Print specific number from string via AWK/SED

Question

I have large file from which I need to extract specific value. I am looking for the string with "Brontes" word in it and for the time of the service start.

2016-09-05 11:23:08,022 ERROR [xxx.xxx.xx] (MSC service thread 1-6) XXXX015875: XXXX AS 7.1.1.Final "Brontes" started (with errors) in 275637ms - Started 1221 of 1307 services (3 services failed or missing dependencies, 71 services are passive or on-demand)

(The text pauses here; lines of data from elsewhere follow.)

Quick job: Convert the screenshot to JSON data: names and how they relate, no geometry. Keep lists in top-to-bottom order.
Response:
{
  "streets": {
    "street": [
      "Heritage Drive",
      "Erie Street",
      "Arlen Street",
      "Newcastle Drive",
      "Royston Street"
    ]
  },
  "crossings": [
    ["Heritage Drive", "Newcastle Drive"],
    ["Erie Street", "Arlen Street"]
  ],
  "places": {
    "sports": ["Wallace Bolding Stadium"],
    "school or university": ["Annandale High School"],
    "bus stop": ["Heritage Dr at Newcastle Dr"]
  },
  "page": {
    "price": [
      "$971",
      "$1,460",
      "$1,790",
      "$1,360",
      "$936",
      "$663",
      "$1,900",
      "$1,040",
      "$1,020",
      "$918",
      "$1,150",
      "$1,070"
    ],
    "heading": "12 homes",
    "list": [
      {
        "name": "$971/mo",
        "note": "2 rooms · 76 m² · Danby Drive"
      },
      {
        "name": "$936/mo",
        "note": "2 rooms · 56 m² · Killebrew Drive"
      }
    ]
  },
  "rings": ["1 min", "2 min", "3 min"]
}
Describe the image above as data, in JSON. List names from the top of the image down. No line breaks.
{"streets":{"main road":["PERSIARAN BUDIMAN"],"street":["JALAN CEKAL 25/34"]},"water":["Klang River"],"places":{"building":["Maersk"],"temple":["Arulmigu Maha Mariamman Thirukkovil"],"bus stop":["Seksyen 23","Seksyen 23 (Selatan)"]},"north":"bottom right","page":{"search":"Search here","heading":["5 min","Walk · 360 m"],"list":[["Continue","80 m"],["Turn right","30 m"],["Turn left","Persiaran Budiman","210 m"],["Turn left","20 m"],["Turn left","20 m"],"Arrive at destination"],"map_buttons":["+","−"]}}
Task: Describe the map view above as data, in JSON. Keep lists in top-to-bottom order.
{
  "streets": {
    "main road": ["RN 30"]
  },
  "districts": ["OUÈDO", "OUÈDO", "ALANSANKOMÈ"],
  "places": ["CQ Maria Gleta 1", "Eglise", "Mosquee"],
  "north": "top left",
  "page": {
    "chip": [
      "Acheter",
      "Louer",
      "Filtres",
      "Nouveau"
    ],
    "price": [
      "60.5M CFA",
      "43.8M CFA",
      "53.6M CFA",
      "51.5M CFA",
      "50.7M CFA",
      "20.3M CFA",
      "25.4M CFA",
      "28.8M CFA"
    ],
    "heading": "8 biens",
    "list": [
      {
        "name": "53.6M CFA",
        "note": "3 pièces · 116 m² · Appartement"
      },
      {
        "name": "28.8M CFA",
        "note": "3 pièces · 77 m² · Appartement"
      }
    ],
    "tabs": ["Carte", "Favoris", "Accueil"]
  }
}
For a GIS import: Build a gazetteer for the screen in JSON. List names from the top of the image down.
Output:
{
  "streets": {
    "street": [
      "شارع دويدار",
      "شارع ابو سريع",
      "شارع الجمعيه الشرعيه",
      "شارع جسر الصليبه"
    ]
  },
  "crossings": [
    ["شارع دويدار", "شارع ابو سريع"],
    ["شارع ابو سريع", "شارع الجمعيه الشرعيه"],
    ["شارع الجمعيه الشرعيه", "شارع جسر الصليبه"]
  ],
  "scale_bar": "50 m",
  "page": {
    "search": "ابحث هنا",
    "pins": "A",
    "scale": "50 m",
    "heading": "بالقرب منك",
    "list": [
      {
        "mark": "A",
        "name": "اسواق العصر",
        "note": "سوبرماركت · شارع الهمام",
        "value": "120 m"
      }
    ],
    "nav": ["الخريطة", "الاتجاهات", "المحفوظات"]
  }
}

I was trying to print this like that:

awk '/Brontes/{print $18}' file

and result is correct: 275637ms

But when the string looks slightly different (amount of columns is changed) the result will not be the same.

How do I achieve same outcome but in the way that it is not dependant on the columns amount ?

Answer 1

Sample input:

echo $ola
2016-09-05 11:23:08,022 ERROR [xxx.xxx.xx] (MSC service thread 1-6) XXXX015875: XXXX AS 7.1.1.Final Brontes started (with errors) in 275637ms - Started 1221 of 1307 services (3 services failed or missing dependencies, 71 services are passive or on-demand)

Solution using awk: Scan through each column and print the column which contains ms in it.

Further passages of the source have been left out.